I am getting stuck at the start of the expression. I cant understand how to properly interpret the absolute brackets and how to get to three conditions x < 1, 1 < x < 2 and x > 2. $$(((x^2|2-x|)/(x-2))+2x-4-((2x|x-1|)/(x-1)))/|x-2|$$
This is how I start, is it correct? What am I doing wrong?
$|2-x|={2-x > 0 , -x > -2 , x < 2, and -(2-x) < 0 , x < 2 } $ $|x-2|={x-2 > 0 , x > 2, and -(x-2) < 0 , -x < -2, x > 2 } $ $|x-1|={x-1 > 0 , x > 1, and -(x-1) < 0 , -x < -1, x > 1 } $
Also, this isn't part of an equation, I only need to reduce this expression as far as it's possible.
Corrected; the original answer was for a misreading of the nested parentheses.

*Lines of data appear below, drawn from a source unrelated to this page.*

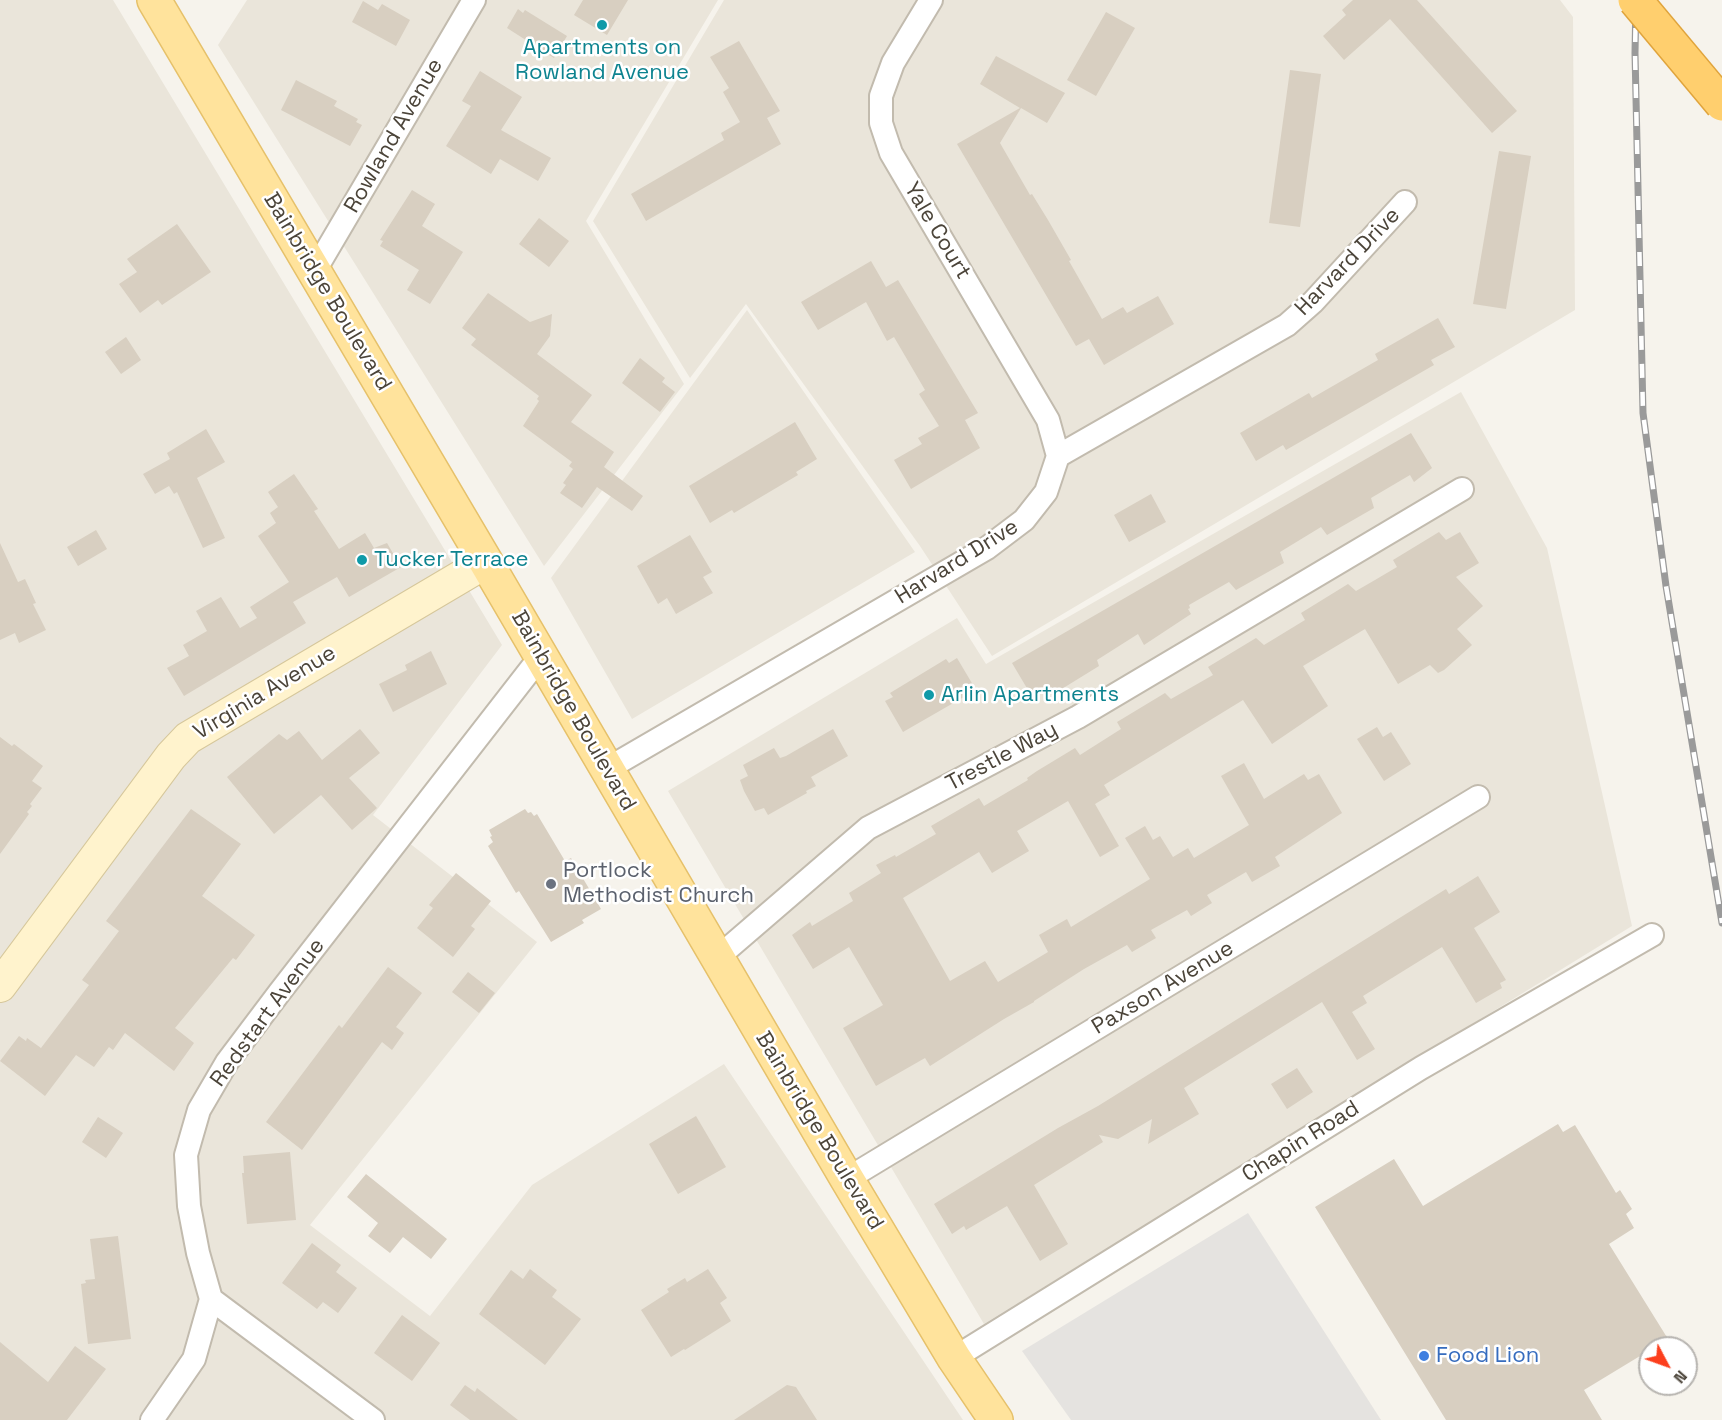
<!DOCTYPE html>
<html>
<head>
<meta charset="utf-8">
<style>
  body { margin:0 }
  #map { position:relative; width:1722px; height:1420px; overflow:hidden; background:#f6f3ec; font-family:"Space Grotesk",sans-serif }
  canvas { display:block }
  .north { position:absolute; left:1638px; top:1336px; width:60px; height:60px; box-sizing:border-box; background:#fff; border:2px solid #b7b4b0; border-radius:50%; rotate:131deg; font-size:16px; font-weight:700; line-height:24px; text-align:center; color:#4b4439 }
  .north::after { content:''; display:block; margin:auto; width:21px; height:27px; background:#fc3f1d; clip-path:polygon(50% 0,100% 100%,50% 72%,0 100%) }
</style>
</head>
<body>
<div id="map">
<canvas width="1722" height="1420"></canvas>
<div class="north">N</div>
</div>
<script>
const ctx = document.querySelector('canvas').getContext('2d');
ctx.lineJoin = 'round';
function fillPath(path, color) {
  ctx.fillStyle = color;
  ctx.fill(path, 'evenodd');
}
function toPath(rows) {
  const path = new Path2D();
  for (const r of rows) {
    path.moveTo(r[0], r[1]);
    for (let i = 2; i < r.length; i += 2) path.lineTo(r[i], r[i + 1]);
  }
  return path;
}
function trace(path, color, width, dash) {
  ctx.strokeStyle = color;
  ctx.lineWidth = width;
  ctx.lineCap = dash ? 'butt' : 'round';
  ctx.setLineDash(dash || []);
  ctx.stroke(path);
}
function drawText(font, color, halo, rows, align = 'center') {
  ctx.font = font + ' "Space Grotesk",sans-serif';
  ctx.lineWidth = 5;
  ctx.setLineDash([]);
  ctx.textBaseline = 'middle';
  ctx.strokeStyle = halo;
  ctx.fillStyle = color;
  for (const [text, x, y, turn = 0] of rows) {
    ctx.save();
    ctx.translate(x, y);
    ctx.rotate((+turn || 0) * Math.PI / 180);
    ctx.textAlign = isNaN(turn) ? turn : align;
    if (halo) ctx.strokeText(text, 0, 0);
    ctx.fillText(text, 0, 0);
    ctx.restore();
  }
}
fillPath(toPath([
  [0,0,113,0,502,645,373,815,537,942,310,1225,430,1316,532,1185,724,1064,963,1420,0,1420],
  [247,0,718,0,586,221,684,384,544,566,218,45],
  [724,0,1560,0,1573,17,1575,310,992,656,920,546,746,304,690,378,593,221],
  [747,310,915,552,632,719,551,578],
  [1461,392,1547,548,1632,926,984,1324,668,791,957,618,986,664]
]), '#eae5da');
fillPath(toPath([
  [1248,1213,1381,1420,1071,1420,1022,1351]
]), '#e5e3e0');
fillPath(toPath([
  [583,0,628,0,607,35,574,15],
  [1353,0,1417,0,1517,111,1492,133,1390,19,1344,60,1323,36,1346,15,1342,10],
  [363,1,378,10,382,4,410,20,396,46,352,22],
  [518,9,523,13,525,10,567,36,554,58,507,28],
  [1106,12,1135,28,1096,96,1067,80],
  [739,41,780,111,767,118,781,144,646,221,631,194,724,140,721,133,740,122,723,92,729,88,710,57],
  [996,56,1065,93,1047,123,1021,108,1000,143,1030,195,1032,194,1048,220,1071,260,1069,261,1102,319,1123,307,1127,313,1158,296,1174,324,1104,365,1089,339,1076,346,957,144,1020,108,980,84],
  [1290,70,1321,74,1300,227,1269,223],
  [480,71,522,97,501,130,551,158,538,181,500,159,491,174,446,146,471,106,462,101],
  [296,80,337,101,334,106,358,119,356,122,362,125,350,146,281,110],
  [1499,151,1531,156,1506,309,1473,304],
  [412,190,435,204,422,226,463,252,430,304,407,290,419,270,380,246,383,241,380,240],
  [539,218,569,241,549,267,519,244],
  [177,224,211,272,162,305,158,300,140,313,119,284,137,272,127,259],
  [871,261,886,287,898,280,978,413,965,420,980,448,911,489,894,460,922,444,918,438,939,426,919,394,925,390,894,337,887,341,866,302,818,330,801,302],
  [488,293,530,322,552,314,550,336,537,354,592,395,571,422,614,452,604,467,643,496,632,511,597,487,582,508,560,493,566,485,563,483,573,469,569,466,572,462,523,426,539,401,537,399,539,396,471,345,476,339,462,328],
  [1438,318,1455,347,1431,360,1434,365,1286,450,1283,445,1256,461,1240,433,1309,393,1312,398,1378,360,1375,354],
  [126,337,141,360,121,374,105,352],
  [640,358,665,378,662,382,675,392,660,412,622,383],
  [795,422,817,459,796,472,798,475,734,513,732,510,710,523,689,486],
  [206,429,225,462,197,478,225,538,203,548,177,492,174,494,169,486,155,494,143,474,170,459,167,453],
  [1411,433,1432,468,1414,482,1410,475,1371,498,1374,508,1327,535,1321,527,1280,552,1284,563,1236,590,1229,582,1189,605,1190,608,1188,609,1191,614,1144,645,1138,634,1097,660,1099,666,1052,695,1046,686,1031,695,1012,663],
  [294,474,318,509,314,511,339,549,365,533,374,548,387,543,401,567,349,597,337,577,293,602,306,623,184,696,167,668,189,656,183,645,207,631,196,611,221,597,240,628,257,618,250,607,289,582,258,536,276,523,270,513,278,507,268,492],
  [1151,494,1166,522,1129,542,1114,515],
  [96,530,107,549,78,566,67,547],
  [1439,532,1446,540,1460,532,1479,563,1456,577,1483,606,1457,629,1472,645,1444,670,1438,673,1430,665,1398,684,1365,629,1303,666,1328,706,1272,744,1243,700,1104,785,1110,795,1095,804,1119,846,1100,857,1068,801,1017,831,1029,851,992,873,979,852,903,898,950,981,985,961,998,982,1048,952,1039,935,1067,919,1071,927,1150,879,1125,838,1145,826,1153,840,1160,836,1173,857,1188,848,1194,858,1249,825,1221,776,1244,763,1264,799,1304,774,1308,780,1319,774,1342,813,1275,857,1280,866,1252,882,1246,872,1207,895,1212,903,1191,916,1187,910,1151,930,1156,938,1132,952,1127,945,1084,969,1034,1001,1034,1002,1004,1019,930,1066,925,1058,876,1086,843,1028,883,1005,849,947,813,969,792,935,810,922,812,926,853,901,849,893,881,873,876,865,895,855,896,857,936,834,931,826,979,798,984,806,1028,780,1027,778,1037,771,1075,748,1080,755,1121,729,1117,722,1165,693,1171,699,1213,675,1208,667,1256,638,1264,645,1305,620,1301,613,1348,584,1356,591,1375,580,1397,567,1393,560],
  [690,535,712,572,703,577,713,593,676,614,667,598,658,604,637,566],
  [0,543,18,582,25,579,36,603,33,604,46,630,19,643,15,633,0,640],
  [431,651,447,684,393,712,379,684,407,670,405,665],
  [957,658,976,690,903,732,885,701,893,697,890,693,946,659,949,663],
  [1377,727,1383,737,1391,732,1411,764,1384,781,1357,739],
  [360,729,380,753,349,778,377,808,352,830,321,795,274,834,227,777,279,734,287,740,299,731,322,760],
  [833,729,848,756,811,777,816,786,806,791,807,793,768,815,764,808,755,811,744,791,740,780,748,776,743,765,774,748,780,758,786,756],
  [0,737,12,746,14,744,43,766,32,781,42,788,30,804,32,806,27,812,29,814,0,854],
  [191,809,241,844,202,896,255,935,236,960,233,958,175,1028,194,1043,174,1071,125,1033,113,1050,109,1047,94,1067,76,1055,45,1096,0,1061,19,1036,26,1041,27,1038,41,1048,89,985,82,980,119,931,106,921],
  [525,809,528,813,531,812,534,816,537,814,565,861,571,858,601,909,582,920,584,923,551,942,519,891,516,893,488,846,493,842,490,837,492,836,489,830],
  [456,873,491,901,471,926,475,929,453,957,417,928,433,908,429,905],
  [1478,876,1500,912,1474,928,1506,980,1500,983,1502,988,1476,1003,1442,947,1363,996,1367,1003,1352,1012,1375,1049,1357,1060,1322,1002,1184,1088,1199,1114,1148,1144,1152,1119,1118,1139,1099,1135,1103,1142,1034,1185,1068,1244,1040,1261,1007,1206,966,1230,964,1226,952,1234,934,1204,1058,1128,1098,1106,1446,889,1449,894],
  [388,967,422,993,396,1027,404,1033,392,1050,382,1042,302,1150,266,1122,339,1025,342,1028],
  [468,972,495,993,479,1013,452,992],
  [1297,1068,1313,1092,1287,1109,1271,1084],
  [696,1116,726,1167,678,1194,649,1144],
  [98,1117,123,1133,106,1158,82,1142],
  [1558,1124,1563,1132,1575,1125,1616,1193,1620,1190,1632,1209,1626,1214,1634,1228,1609,1244,1668,1339,1584,1390,1602,1420,1446,1420,1315,1207,1394,1159,1423,1206],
  [290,1152,296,1220,247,1224,242,1173,244,1173,243,1156],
  [366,1174,447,1239,431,1259,403,1237,390,1253,368,1236,378,1223,347,1197],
  [118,1236,131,1339,88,1344,81,1284,86,1283,85,1280,95,1279,90,1239],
  [312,1243,341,1265,336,1272,357,1288,338,1313,323,1302,317,1309,282,1283],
  [530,1269,557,1290,552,1297,581,1319,545,1365,479,1314,511,1270,523,1279],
  [708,1269,727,1298,720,1303,731,1321,685,1350,684,1349,671,1357,641,1310,669,1292,667,1289,685,1278,687,1282],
  [402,1315,440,1343,412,1381,374,1353],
  [0,1342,48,1382,75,1346,106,1369,67,1420,0,1420],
  [465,1385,475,1392,477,1388,518,1420,470,1420,450,1405],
  [787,1385,796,1387,817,1420,734,1420]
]), '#d8cfc1');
const street = toPath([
  [931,0,893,63,881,96,881,123,891,153,1048,420,1058,456],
  [314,272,474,0],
  [607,769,987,548,1024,520,1046,492,1058,456,1287,325,1313,302,1405,202],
  [717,958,868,828,1078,717,1462,489],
  [847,1179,1478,797],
  [211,1299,373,1420],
  [954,1358,1421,1068,1652,935],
  [152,1420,194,1359,211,1299,198,1253,189,1206,186,1155,199,1110,227,1062,279,993,541,656]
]);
const secondary = toPath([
  [0,986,171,756,188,738,486,562]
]);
const primary = toPath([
  [154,0,486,562,847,1179,954,1358,996,1420]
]);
trace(street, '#c2bbae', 26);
trace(secondary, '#d6c79b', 34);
trace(primary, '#e6c16a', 36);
trace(street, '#fff', 22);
trace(secondary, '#fff3cd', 32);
trace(primary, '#ffe39c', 33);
const rail = toPath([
  [1636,0,1635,53,1643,413,1666,586,1722,923]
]);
trace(rail, '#9a9a9a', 7);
trace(rail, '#fff', 4.5, [14]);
const highwayBridge = toPath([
  [1635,0,1722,104]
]);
trace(highwayBridge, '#e0a43c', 36, []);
trace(highwayBridge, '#ffcf6e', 33);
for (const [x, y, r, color] of [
  [602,25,6,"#0f9aa8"],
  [362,560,6,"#0f9aa8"],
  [929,695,6,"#0f9aa8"],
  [551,884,6,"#6b7280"],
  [1424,1356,6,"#3f7fe0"]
]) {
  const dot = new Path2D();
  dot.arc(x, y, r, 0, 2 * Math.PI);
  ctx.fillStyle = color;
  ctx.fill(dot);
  trace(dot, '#fff', 2);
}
drawText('22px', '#0d838f', '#fff', [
  ["Apartments on",602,48,"center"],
  ["Rowland Avenue",602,73,"center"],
  ["Tucker Terrace",374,560],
  ["Arlin Apartments",941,695]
], 'left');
drawText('22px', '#4b4439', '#fff', [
  ["Rowland Avenue",394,136,-60],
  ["Yale Court",937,231,59],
  ["Harvard Drive",1348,262,-46],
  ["Bainbridge Boulevard",327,292,59],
  ["Harvard Drive",957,562,-32],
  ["Virginia Avenue",265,693,-31],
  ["Bainbridge Boulevard",573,711,60],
  ["Trestle Way",1002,757,-28],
  ["Paxson Avenue",1163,988,-31],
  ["Redstart Avenue",268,1013,-54],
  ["Bainbridge Boulevard",819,1131,59],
  ["Chapin Road",1301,1142,-32]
]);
drawText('22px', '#5b616d', '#fff', [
  ["Portlock",563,871],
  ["Methodist Church",563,896]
], 'left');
drawText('22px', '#366cbe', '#fff', [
  ["Food Lion",1436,1356]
], 'left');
</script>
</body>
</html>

It’s helpful to rewrite the expression as
$$\frac{x^2|2-x|}{(x-2)|x-2|}+\frac{2(x-2)}{|x-2|}-\frac{2x|x-1|}{(x-1)|x-2|}\;.$$
Clearly this is undefined where a denominator is $0$, i.e., at $x=1$ and $x=2$. This naturally breaks the real line into three pieces, $x<1$, $1<x<2$, and $x>2$. And since we’re not going to be considering $x=2$ anyway, we can take advantage of the fact that $|2-x|=|x-2|$ to simplify the first term to $\frac{x^2}{x-2}$, so that we have
$$\frac{x^2}{x-2}+\frac{2(x-2)}{|x-2|}-\frac{2x|x-1|}{(x-1)|x-2|}\;.$$
If $x>2$, then $|x-2|=x-2$, so the second term simplifies to $2$. Moreover, in that case $x>1$, so $|x-1|=x-1$, and the last term simplifes to $\frac{2x}{x-2}$, making the whole thing
$$\frac{x^2}{x-2}+2-\frac{2x}{x-2}=\frac{x^2-4}{x-2}=\frac{(x+2)(x-2)}{x+2}=x+2$$
when $x>2$. What if $1<x<2$? Then $|x-2|=2-x=-(x-2)$, so the second term simplifies to $-2$ and the last term to $+\frac{2x}{x-2}$, making the whole thing
$$\frac{x^2}{x-2}-2+\frac{2x}{x-2}=\frac{x^2+4}{x-2}$$
when $1<x<2$.
Finally, if $x<1$, then $|x-1|=1-x=-(x-1)$, and $|x-2|=2-x=-(x-2)$, so the whole thing simplifies to
$$\frac{x^2}{x-2}-2-\frac{2x}{x-2}=\frac{x^2-4x+4}{x-2}=\frac{(x-2)^2}{x-2}=x-2$$
when $x<1$.